During this period, the computer market was moving from computer word lengths based on units of 6 bits to units of 8 bits, following the introduction of the 7-bit ASCII standard. In 1967–1968, DEC engineers designed a 16-bit machine, the PDP–X,[5] but management ultimately canceled the project as it did not appear to offer a significant advantage over their existing 12- and 18-bit platforms.

This prompted several of the engineers from the PDP-X program to leave DEC and form Data General. The next year they introduced the 16-bit Data General Nova.[6] The Nova sold tens of thousands of units and launched what would become one of DEC's major competitors through the 1970s and 1980s.

**Release**

Ken Olsen, president and founder of DEC, was more interested in a small 8-bit machine than the larger 16-bit system. This became the "Desk Calculator" project. Not long after, Datamation published a note about a desk calculator being developed at DEC, which caused concern at Wang Laboratories, who were heavily invested in that market. Before long, it became clear that the entire market was moving to 16-bit, and the Desk Calculator began a 16-bit design as well.

The team decided that the best approach to a new architecture would be to minimize the memory bandwidth needed to execute the instructions. Larry McGowan coded a series of assembly language programs using the instruction sets of various existing platforms and examined how much memory would be exchanged to execute them. Harold McFarland joined the effort and had already written a very complex instruction set that the team rejected, but a second one was simpler and would ultimately form the basis for the PDP–11.

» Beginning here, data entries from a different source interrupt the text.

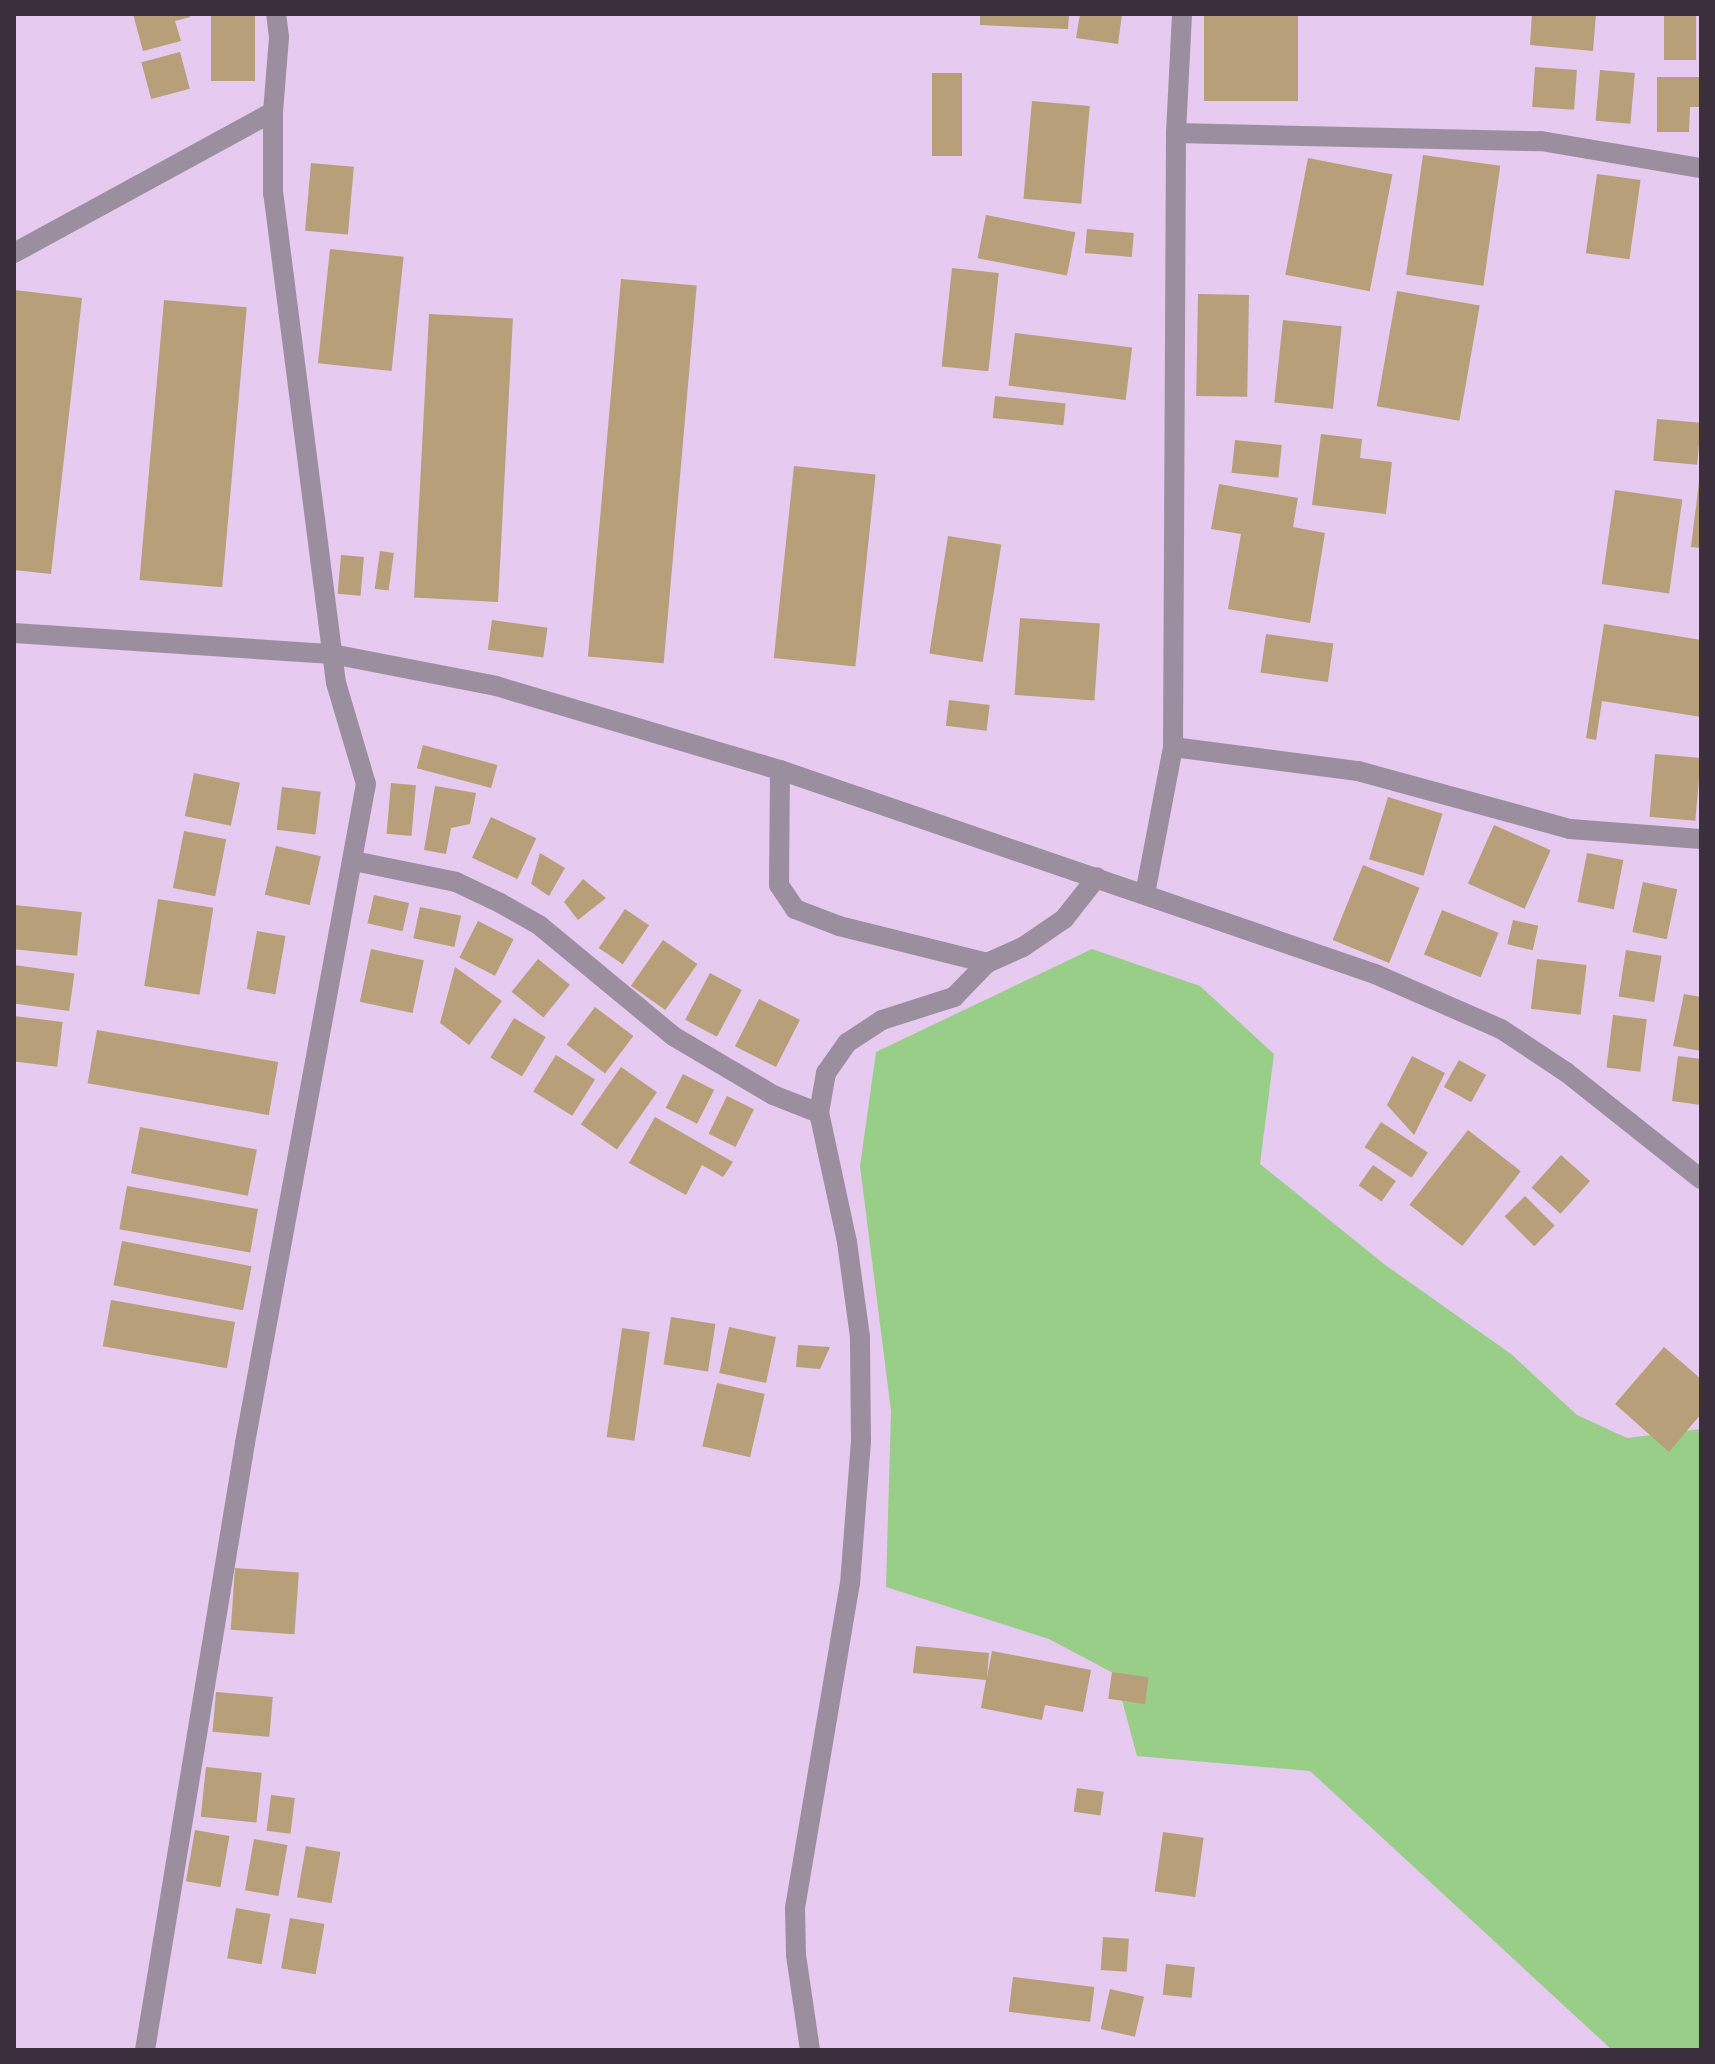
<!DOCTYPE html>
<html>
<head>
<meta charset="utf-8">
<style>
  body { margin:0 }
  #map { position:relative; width:1715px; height:2064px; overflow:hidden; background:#e7caef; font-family:Overpass,sans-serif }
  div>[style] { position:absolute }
  .green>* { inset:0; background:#99ce89 }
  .building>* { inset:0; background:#b79f79; transform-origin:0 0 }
  .minor>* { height:20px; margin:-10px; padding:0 10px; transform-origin:10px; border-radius:10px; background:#9b8f9f }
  span { translate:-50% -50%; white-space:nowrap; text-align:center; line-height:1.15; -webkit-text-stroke:7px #e7caef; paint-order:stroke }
  .frame { position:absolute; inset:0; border:16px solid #3b2f3e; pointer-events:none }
</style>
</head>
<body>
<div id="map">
  <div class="green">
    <i style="clip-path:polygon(1092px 949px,1200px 986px,1274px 1054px,1260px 1164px,1384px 1264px,1511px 1354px,1577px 1415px,1627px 1438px,1701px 1429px,1701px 2050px,1612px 2050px,1310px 1771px,1137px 1756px,1115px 1674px,1049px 1639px,886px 1587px,891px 1411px,860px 1166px,876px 1052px)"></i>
  </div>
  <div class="building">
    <i style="clip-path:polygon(133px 14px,189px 14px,190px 17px,175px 21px,181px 41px,143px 51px)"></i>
    <i style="left:211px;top:14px;width:44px;height:67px"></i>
    <i style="clip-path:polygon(980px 14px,1069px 14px,1068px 29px,980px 25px)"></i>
    <i style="clip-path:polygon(1080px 14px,1122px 14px,1118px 44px,1076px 38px)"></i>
    <i style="left:1204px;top:14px;width:94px;height:87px"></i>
    <i style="clip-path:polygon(1532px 14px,1596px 14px,1593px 51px,1530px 45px)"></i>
    <i style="left:1664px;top:14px;width:32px;height:46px"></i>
    <i style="left:180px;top:52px;width:38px;height:40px;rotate:75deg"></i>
    <i style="left:1535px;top:67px;width:42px;height:40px;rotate:4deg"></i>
    <i style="left:1600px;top:70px;width:35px;height:51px;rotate:5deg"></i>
    <i style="left:932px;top:73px;width:30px;height:83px"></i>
    <i style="clip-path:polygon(1657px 77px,1701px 77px,1701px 107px,1690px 107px,1689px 132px,1657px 132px)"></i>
    <i style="left:1032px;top:101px;width:58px;height:98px;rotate:5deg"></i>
    <i style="left:1423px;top:155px;width:78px;height:121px;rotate:8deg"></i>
    <i style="left:1308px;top:158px;width:86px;height:119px;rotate:11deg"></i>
    <i style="left:311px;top:163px;width:43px;height:68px;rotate:5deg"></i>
    <i style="left:1597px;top:174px;width:44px;height:80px;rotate:8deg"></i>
    <i style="left:986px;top:215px;width:91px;height:44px;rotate:11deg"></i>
    <i style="left:1087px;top:229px;width:47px;height:24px;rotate:5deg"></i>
    <i style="left:330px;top:249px;width:74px;height:115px;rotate:6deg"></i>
    <i style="left:952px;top:268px;width:47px;height:99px;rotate:6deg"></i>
    <i style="left:621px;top:279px;width:76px;height:379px;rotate:5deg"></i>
    <i style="clip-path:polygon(14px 290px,82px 298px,51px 574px,14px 570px)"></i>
    <i style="left:1397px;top:291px;width:84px;height:117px;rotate:10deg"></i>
    <i style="left:1198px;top:294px;width:51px;height:102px;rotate:1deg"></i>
    <i style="left:164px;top:300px;width:83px;height:281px;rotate:5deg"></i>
    <i style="left:429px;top:314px;width:84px;height:284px;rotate:3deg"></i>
    <i style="left:1283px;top:320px;width:59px;height:83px;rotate:6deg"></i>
    <i style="left:1015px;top:333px;width:118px;height:53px;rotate:7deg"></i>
    <i style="left:995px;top:396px;width:71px;height:22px;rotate:6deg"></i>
    <i style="left:1657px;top:419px;width:44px;height:42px;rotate:5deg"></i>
    <i style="clip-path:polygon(1321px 434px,1362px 439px,1360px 458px,1392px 462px,1386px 514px,1312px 505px)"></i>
    <i style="left:1235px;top:440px;width:47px;height:33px;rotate:6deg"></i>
    <i style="left:794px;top:466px;width:82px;height:193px;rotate:6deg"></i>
    <i style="clip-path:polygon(1699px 482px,1701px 482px,1701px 548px,1691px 547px)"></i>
    <i style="clip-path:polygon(1219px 484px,1298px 498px,1293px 527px,1325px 533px,1310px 623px,1228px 609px,1241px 534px,1211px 529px)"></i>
    <i style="left:1615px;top:490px;width:68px;height:95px;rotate:8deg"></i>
    <i style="left:948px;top:536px;width:54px;height:119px;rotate:9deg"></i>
    <i style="left:380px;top:551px;width:14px;height:38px;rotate:8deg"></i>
    <i style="left:341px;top:555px;width:23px;height:39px;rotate:5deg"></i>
    <i style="left:1020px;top:618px;width:80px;height:77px;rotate:4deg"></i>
    <i style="left:492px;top:620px;width:56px;height:30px;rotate:8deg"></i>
    <i style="clip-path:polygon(1604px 624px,1701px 640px,1701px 717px,1602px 701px,1596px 740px,1586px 738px)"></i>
    <i style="left:1266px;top:634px;width:68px;height:39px;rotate:8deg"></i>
    <i style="left:949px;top:700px;width:41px;height:26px;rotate:7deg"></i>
    <i style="left:423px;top:745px;width:77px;height:24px;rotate:15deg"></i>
    <i style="left:1655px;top:754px;width:46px;height:63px;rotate:5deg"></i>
    <i style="left:194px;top:773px;width:47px;height:44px;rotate:12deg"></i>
    <i style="left:391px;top:783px;width:25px;height:51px;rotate:5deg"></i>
    <i style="clip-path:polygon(435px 786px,476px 793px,470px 824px,451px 828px,446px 854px,424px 850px)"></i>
    <i style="left:282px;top:787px;width:39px;height:43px;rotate:7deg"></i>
    <i style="left:1388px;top:797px;width:57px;height:65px;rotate:17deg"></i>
    <i style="left:491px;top:817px;width:50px;height:45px;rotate:25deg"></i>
    <i style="left:1494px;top:825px;width:62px;height:64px;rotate:24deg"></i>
    <i style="left:184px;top:831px;width:43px;height:58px;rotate:11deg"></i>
    <i style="left:276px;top:846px;width:46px;height:50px;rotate:13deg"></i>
    <i style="clip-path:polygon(540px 853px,565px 868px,549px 896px,531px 884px)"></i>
    <i style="left:1587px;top:853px;width:37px;height:50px;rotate:11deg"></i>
    <i style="left:1363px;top:865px;width:61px;height:81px;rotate:22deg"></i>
    <i style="clip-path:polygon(583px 879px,606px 898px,578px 920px,564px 902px)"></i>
    <i style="left:1643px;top:882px;width:35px;height:51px;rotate:12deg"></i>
    <i style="left:374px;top:895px;width:36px;height:29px;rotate:13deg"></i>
    <i style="left:158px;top:899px;width:56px;height:88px;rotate:9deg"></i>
    <i style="left:14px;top:905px;width:68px;height:44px;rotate:6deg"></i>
    <i style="left:420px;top:907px;width:42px;height:32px;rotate:12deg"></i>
    <i style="left:625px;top:909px;width:29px;height:47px;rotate:34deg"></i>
    <i style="left:1442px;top:910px;width:61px;height:48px;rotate:22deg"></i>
    <i style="left:1513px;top:920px;width:26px;height:25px;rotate:13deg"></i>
    <i style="left:478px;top:921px;width:40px;height:41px;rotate:27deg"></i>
    <i style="left:257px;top:931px;width:29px;height:59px;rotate:10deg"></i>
    <i style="left:663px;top:940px;width:42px;height:56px;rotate:35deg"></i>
    <i style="left:371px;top:949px;width:54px;height:54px;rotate:12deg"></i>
    <i style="left:1626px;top:950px;width:36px;height:47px;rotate:9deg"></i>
    <i style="left:538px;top:959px;width:41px;height:42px;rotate:39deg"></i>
    <i style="left:1537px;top:959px;width:50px;height:50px;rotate:7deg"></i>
    <i style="left:14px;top:965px;width:61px;height:38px;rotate:8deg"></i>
    <i style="clip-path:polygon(455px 967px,502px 1001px,469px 1045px,440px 1023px)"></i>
    <i style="left:710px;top:973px;width:36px;height:53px;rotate:28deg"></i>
    <i style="clip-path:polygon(1684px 994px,1701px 997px,1701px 1051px,1673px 1046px)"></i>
    <i style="left:759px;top:999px;width:46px;height:53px;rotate:27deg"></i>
    <i style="left:595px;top:1007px;width:48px;height:47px;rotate:37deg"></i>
    <i style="left:1613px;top:1015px;width:34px;height:53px;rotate:7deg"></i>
    <i style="left:14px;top:1016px;width:49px;height:45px;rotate:7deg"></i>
    <i style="left:514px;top:1018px;width:37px;height:46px;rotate:31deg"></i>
    <i style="left:97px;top:1030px;width:184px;height:54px;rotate:10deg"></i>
    <i style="left:556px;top:1055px;width:46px;height:43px;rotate:32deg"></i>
    <i style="clip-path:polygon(1412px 1056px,1445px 1073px,1414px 1135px,1387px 1105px)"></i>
    <i style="clip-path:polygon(1678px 1056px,1701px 1059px,1701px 1105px,1672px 1101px)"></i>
    <i style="left:1459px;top:1060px;width:31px;height:31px;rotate:29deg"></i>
    <i style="left:621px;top:1067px;width:44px;height:70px;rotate:35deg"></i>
    <i style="left:683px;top:1074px;width:35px;height:38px;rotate:27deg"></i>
    <i style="left:727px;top:1096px;width:30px;height:42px;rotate:26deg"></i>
    <i style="clip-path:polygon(655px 1117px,733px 1162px,723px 1177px,702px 1165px,686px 1195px,629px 1163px)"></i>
    <i style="left:1381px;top:1122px;width:56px;height:30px;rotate:33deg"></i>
    <i style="left:140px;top:1127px;width:119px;height:47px;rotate:11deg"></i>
    <i style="left:1468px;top:1130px;width:67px;height:95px;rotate:38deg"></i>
    <i style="left:1561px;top:1155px;width:39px;height:44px;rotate:42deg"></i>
    <i style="left:1373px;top:1165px;width:28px;height:25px;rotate:35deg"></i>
    <i style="left:127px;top:1186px;width:133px;height:44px;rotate:10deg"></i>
    <i style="left:1525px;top:1196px;width:42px;height:29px;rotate:45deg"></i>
    <i style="left:122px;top:1241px;width:132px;height:45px;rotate:11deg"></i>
    <i style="left:111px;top:1300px;width:126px;height:47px;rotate:10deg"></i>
    <i style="left:671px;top:1317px;width:45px;height:48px;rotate:9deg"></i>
    <i style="left:729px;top:1327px;width:48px;height:47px;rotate:12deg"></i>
    <i style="left:622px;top:1328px;width:28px;height:110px;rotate:8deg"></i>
    <i style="clip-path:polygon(798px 1345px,830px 1347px,820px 1369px,796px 1367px)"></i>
    <i style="clip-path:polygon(1664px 1347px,1701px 1379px,1701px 1414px,1669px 1452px,1615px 1404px)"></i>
    <i style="left:717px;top:1383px;width:49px;height:65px;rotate:13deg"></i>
    <i style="left:235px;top:1568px;width:64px;height:62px;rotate:4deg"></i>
    <i style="clip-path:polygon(916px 1646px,989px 1653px,987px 1677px,992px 1651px,1091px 1670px,1083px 1712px,1045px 1705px,1042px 1720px,981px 1708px,986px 1680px,913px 1673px)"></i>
    <i style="left:1112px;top:1672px;width:37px;height:27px;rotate:8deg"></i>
    <i style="left:216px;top:1692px;width:57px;height:40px;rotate:5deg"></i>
    <i style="left:206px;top:1767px;width:56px;height:50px;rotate:6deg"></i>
    <i style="left:1077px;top:1788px;width:27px;height:24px;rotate:8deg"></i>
    <i style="left:271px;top:1795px;width:24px;height:36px;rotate:7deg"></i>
    <i style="left:195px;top:1830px;width:35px;height:52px;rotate:10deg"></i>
    <i style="left:1163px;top:1832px;width:41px;height:60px;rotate:8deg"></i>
    <i style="left:254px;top:1839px;width:34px;height:52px;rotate:10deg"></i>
    <i style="left:306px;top:1846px;width:35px;height:52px;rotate:10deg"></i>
    <i style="left:236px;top:1908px;width:35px;height:51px;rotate:10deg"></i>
    <i style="left:290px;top:1918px;width:35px;height:51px;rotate:10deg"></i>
    <i style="left:1103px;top:1937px;width:26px;height:33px;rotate:4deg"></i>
    <i style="left:1166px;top:1964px;width:29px;height:31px;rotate:6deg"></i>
    <i style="left:1013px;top:1977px;width:82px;height:35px;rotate:7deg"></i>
    <i style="left:1110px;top:1989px;width:35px;height:41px;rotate:13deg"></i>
  </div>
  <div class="minor">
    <i style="left:1176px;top:133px;width:365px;rotate:1.3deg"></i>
    <i style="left:1541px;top:141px;width:162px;rotate:9.6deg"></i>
    <i style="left:14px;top:253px;width:295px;rotate:-28.6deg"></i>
    <i style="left:14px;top:633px;width:319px;rotate:3.8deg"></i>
    <i style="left:332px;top:654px;width:167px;rotate:11deg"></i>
    <i style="left:496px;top:686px;width:296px;rotate:16.5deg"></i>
    <i style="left:780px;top:770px;width:629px;rotate:18.92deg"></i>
    <i style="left:1375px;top:974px;width:137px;rotate:23.6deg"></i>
    <i style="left:1501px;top:1029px;width:78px;rotate:33.5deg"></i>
    <i style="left:1566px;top:1072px;width:172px;rotate:38.4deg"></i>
    <i style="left:1173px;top:747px;width:187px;rotate:7.4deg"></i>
    <i style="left:1358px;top:771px;width:220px;rotate:15.3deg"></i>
    <i style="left:1570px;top:829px;width:131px;rotate:4.4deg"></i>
    <i style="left:780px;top:770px;width:115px;rotate:90.5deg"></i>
    <i style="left:779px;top:885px;width:29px;rotate:56deg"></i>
    <i style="left:795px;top:909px;width:47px;rotate:21.1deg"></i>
    <i style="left:839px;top:926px;width:153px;rotate:14deg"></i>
    <i style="left:354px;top:861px;width:104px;rotate:11.6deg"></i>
    <i style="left:456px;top:882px;width:49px;rotate:25.5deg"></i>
    <i style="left:500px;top:903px;width:45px;rotate:29.4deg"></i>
    <i style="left:539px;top:925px;width:174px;rotate:39.6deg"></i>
    <i style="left:673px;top:1036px;width:116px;rotate:30.5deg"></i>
    <i style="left:773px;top:1095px;width:49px;rotate:21.4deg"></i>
    <i style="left:1145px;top:894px;width:150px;rotate:-79.2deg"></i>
    <i style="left:1173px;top:747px;width:614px;rotate:-89.72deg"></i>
    <i style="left:1176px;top:133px;width:119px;rotate:-87.1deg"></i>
    <i style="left:145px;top:2050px;width:615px;rotate:-80.64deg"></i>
    <i style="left:245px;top:1443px;width:670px;rotate:-79.6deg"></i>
    <i style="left:366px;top:784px;width:105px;rotate:-106.5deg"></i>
    <i style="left:336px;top:683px;width:493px;rotate:-97.3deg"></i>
    <i style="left:273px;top:194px;width:82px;rotate:-90deg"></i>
    <i style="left:273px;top:112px;width:75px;rotate:-85.4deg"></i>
    <i style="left:279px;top:37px;width:23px;rotate:-97deg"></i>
    <i style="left:810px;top:2050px;width:96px;rotate:-98.4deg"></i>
    <i style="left:796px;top:1955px;width:47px;rotate:-91.2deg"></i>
    <i style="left:795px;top:1908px;width:329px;rotate:-80.4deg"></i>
    <i style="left:850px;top:1584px;width:144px;rotate:-85.6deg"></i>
    <i style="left:861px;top:1440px;width:103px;rotate:-90.6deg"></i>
    <i style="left:860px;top:1337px;width:96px;rotate:-97.8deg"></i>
    <i style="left:847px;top:1242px;width:132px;rotate:-102.2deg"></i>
    <i style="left:819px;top:1113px;width:41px;rotate:-80.1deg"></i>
    <i style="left:826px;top:1073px;width:37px;rotate:-55deg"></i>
    <i style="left:847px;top:1043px;width:42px;rotate:-33.3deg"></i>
    <i style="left:882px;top:1020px;width:76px;rotate:-17.7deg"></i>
    <i style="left:954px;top:997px;width:47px;rotate:-45.9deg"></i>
    <i style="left:987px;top:963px;width:39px;rotate:-24deg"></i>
    <i style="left:1023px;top:947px;width:50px;rotate:-34.3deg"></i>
    <i style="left:1064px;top:919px;width:53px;rotate:-51.8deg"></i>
  </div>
  <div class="frame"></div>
</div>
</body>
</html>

When they first presented the new architecture, the managers were dismayed. It lacked single instruction-word immediate data and short addresses, both of which were considered essential to improving memory performance. McGowan and McFarland were eventually able to convince them that the system would work as expected, and suddenly "the Desk Calculator project got hot". Much of the system was developed using a PDP-10 where the SIM-11 simulated what would become the PDP–11/20 and Bob Bowers wrote an assembler for it.

At a late stage, the marketing team wanted to ship the system with 2K of memory[a] as the minimal configuration. When McGowan stated this would mean an assembler could not run on the system, the minimum was expanded to 4K. The marketing team also wanted to use the forward slash character for comments in the assembler code, as was the case in the PDP–8 assembler. McGowan stated that he would then have to use semicolon to indicate division, and the idea was dropped.[7]

The PDP–11 family was announced in January 1970 and shipments began early that year. DEC sold over 170,000 PDP–11s in the 1970s.

Initially manufactured of small-scale transistor–transistor logic, a single-board large-scale integration version of the processor was developed in 1975. A two- or three-chip processor, the J-11 was developed in 1979.

The last models of the PDP–11 line were the single board PDP–11/94 and PDP–11/93 introduced in 1990.